# High phosphate in tap water



## Maximumbob (13 Jul 2007)

Not sure if this is the correct place to put this post... but it crosses a few boundaries.

Basically my tap water phosphate is 5-10ppm!!!  (HOLY moly I hear you cry)

I have been trying to dose N,K & trace to see if the plants soak up the phos.  But there is too much.  I'm suffering from various minor algae outbreaks on a regular basis, and my anubias are covered in green dusty algae.

In an experiment I introduced API Phoszorb, within 12 hours my tank phosphate was down to 0.5-1ppm.  (Its not a true experiment as I introduced Purigen at the same time - whilst the water is clearer, I'm unsure whether it will have an effect on plant growth)

Since then the plants have noticeably improved, increase photosynthesis etc.  I am wondering whether a high phosphate can have an inhibitory effect on some plant growth?

My next difficulty is finding how long the Phoszorb will last.  I don't want to be crippled with the expense of combating high tap phosphate levels.

Any comments or experience to help me?


----------



## JamesC (13 Jul 2007)

Maximumbob said:
			
		

> I am wondering whether a high phosphate can have an inhibitory effect on some plant growth?



That is a very good question and one I don't know the answer to. Theoretically no it shouldn't but I've noticed some very strange things using EI where I've had an amount of something that has caused a bit of stunting. Lowering the amount has often improved things. It's normally only subtle changes in a particular plant or two. It never seemed to cause any problems with algae though, only plant appearance.

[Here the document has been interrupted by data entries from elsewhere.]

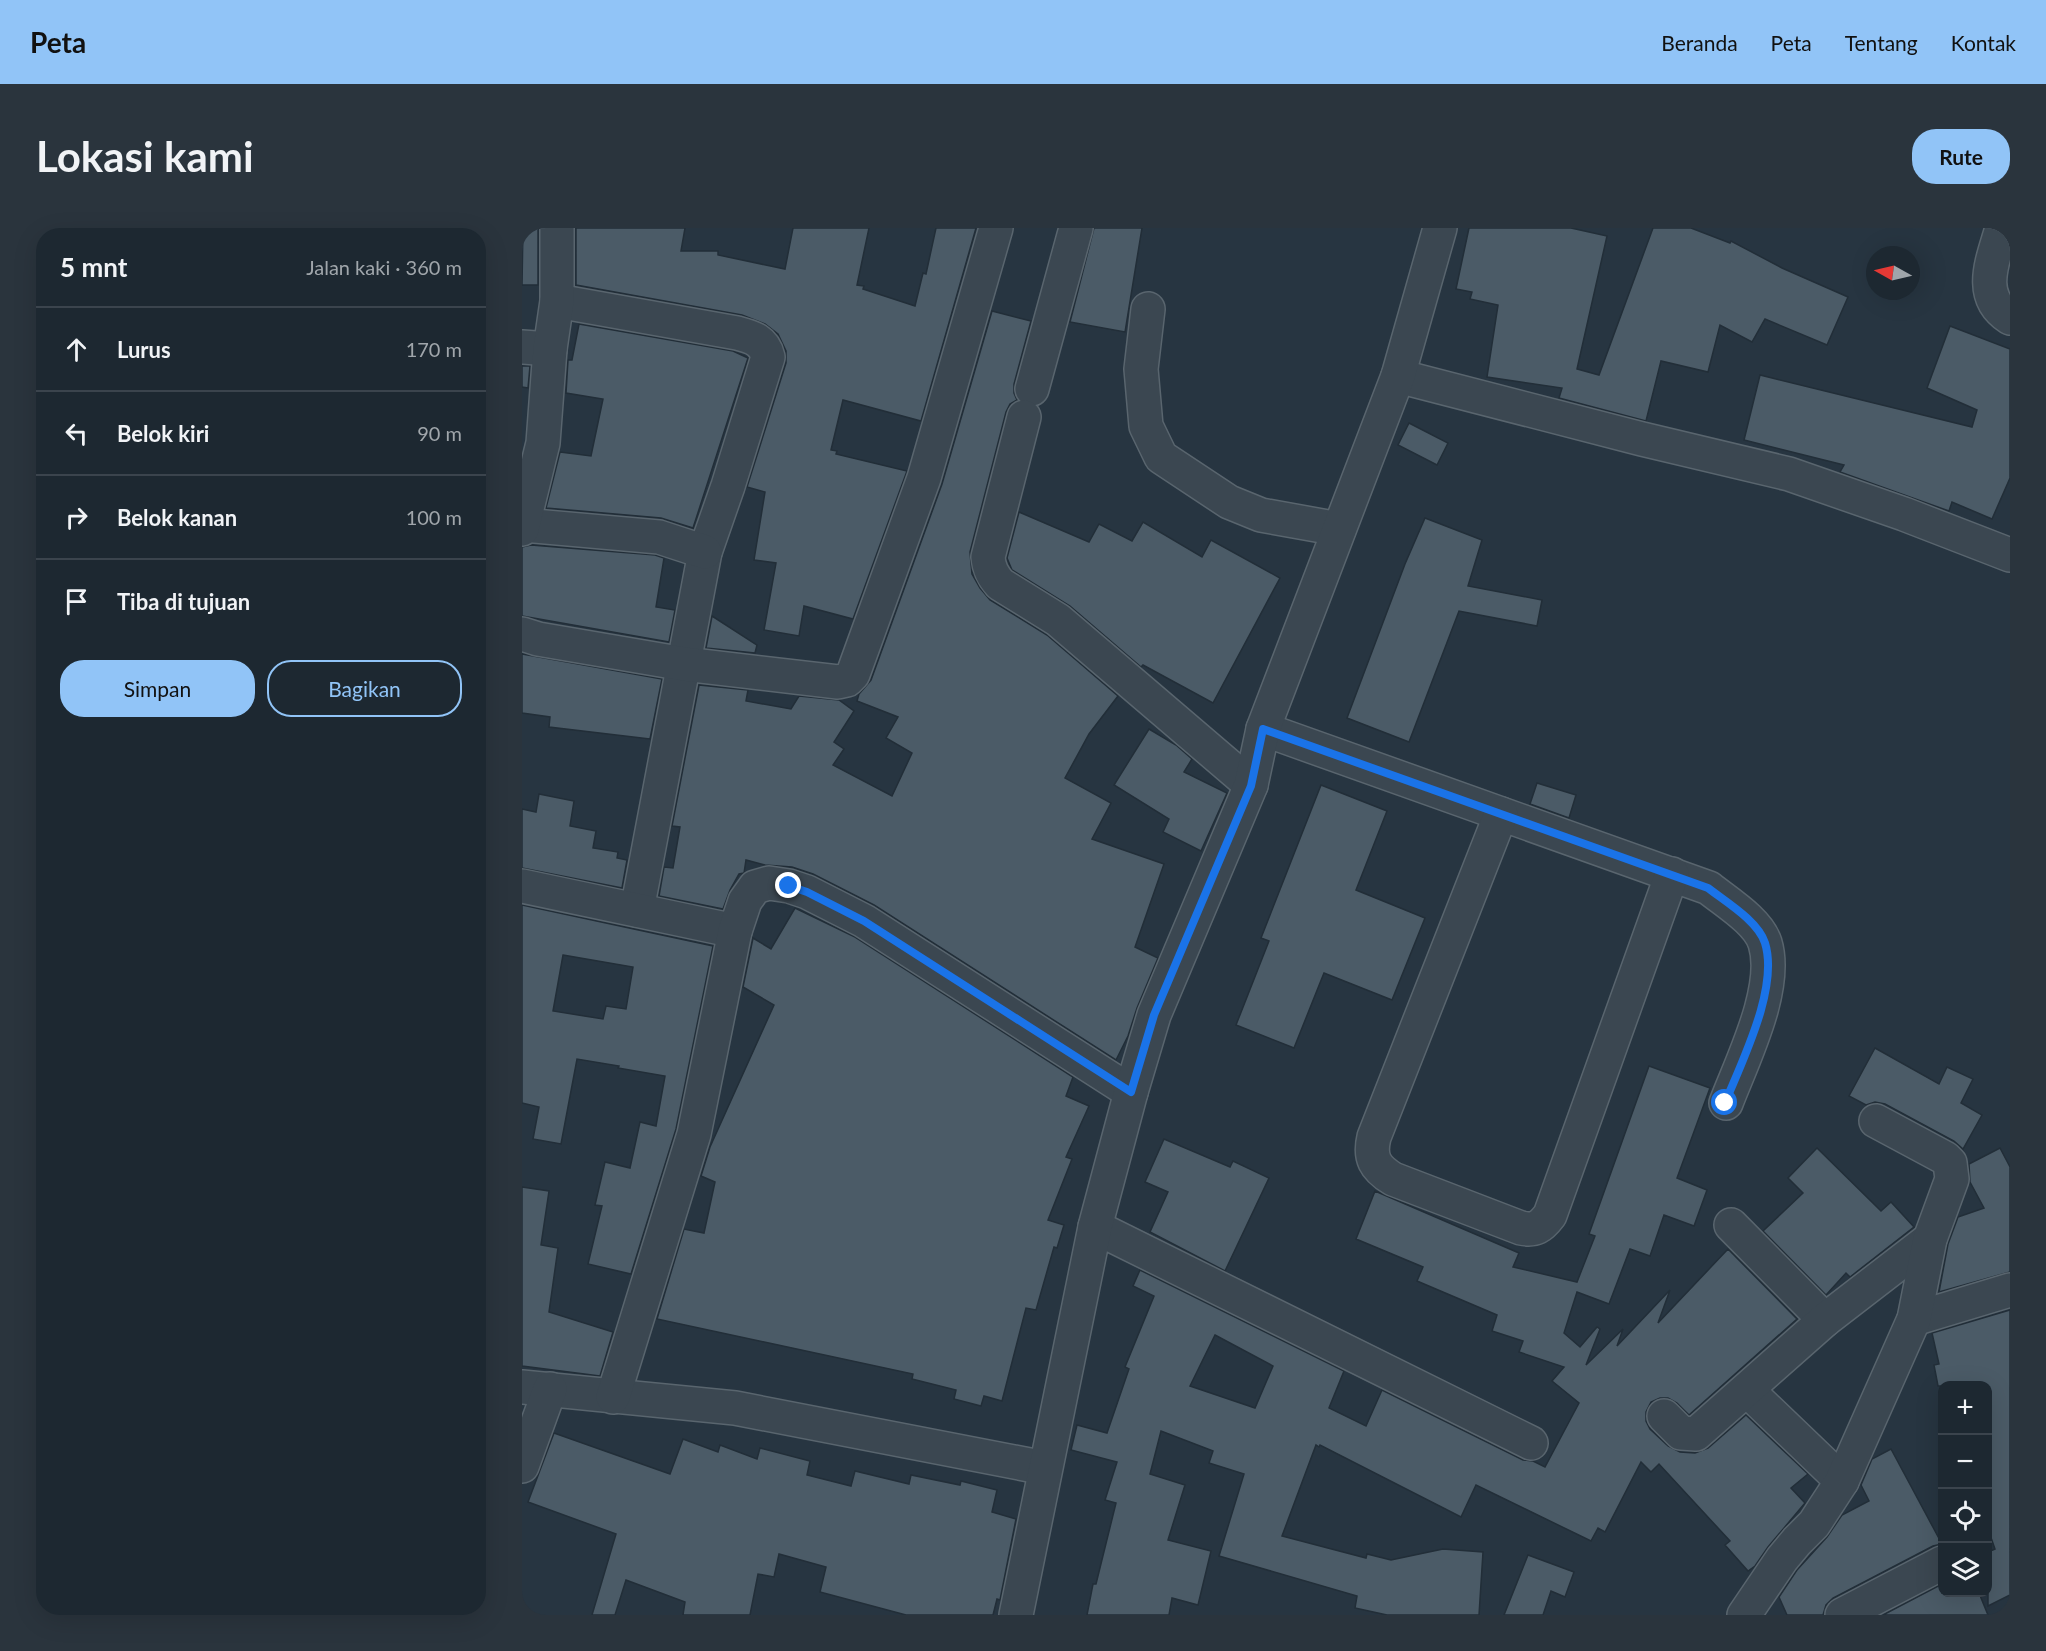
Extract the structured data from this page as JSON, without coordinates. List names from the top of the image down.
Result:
{
  "north": "left",
  "page": {
    "header": "Peta",
    "nav": [
      "Beranda",
      "Peta",
      "Tentang",
      "Kontak"
    ],
    "buttons": [
      "Rute",
      ["Simpan", "Bagikan"]
    ],
    "title": "Lokasi kami",
    "heading": ["5 mnt", "Jalan kaki · 360 m"],
    "list": [
      ["Lurus", "170 m"],
      ["Belok kiri", "90 m"],
      ["Belok kanan", "100 m"],
      "Tiba di tujuan"
    ],
    "map_buttons": ["+", "−"]
  }
}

What can you do? Not a lot without hassle really. I use a blend of RO and tap water to get water parameters the way I like, but then again my tap has GH pf 28

HTH
James


----------



## George Farmer (15 Jul 2007)

That's very interesting. My PO4 is 5+ppm yet I'm getting good growth and pearling with just 1wpg T8 in my 125 l.

My NO3 is 20ppm from the tap too.

So I wonder if the ratio is important.  4:1 NO3O4 is what EI doses I think, so I may be lucky.

BTW I still add more NP via Tropica+ liquid.  Minimal algae.

It would be interesting to see what effects reducing PO4 would have.  I may stick some RowaPhos in there just for fun!


----------



## fishgeek (15 Jul 2007)

i dont know what you guys think of the redfield ration

basically reverse science in that aquatic (marine i think the intial study was done in) plants all seemed to have PO4 and  NO3 at a particular ratio

so some aquarists have used this ratio in the water to control algal growth

in the case o f high phosphates it may be neccesary to increase the nitrates with something like KNO3 , rather than reduce phosphates

andrew
if interested googe redfield ratio calculator , takes you to a nice summary and a simple calculator for how much of what maybe needed..


----------



## Maximumbob (15 Jul 2007)

his is the best thing that I can come up with about the redfield calc that makes sense.  he only problem is that I've been muling it over fora few weeks and come to the conclusion that I dont know enough Dutch!!!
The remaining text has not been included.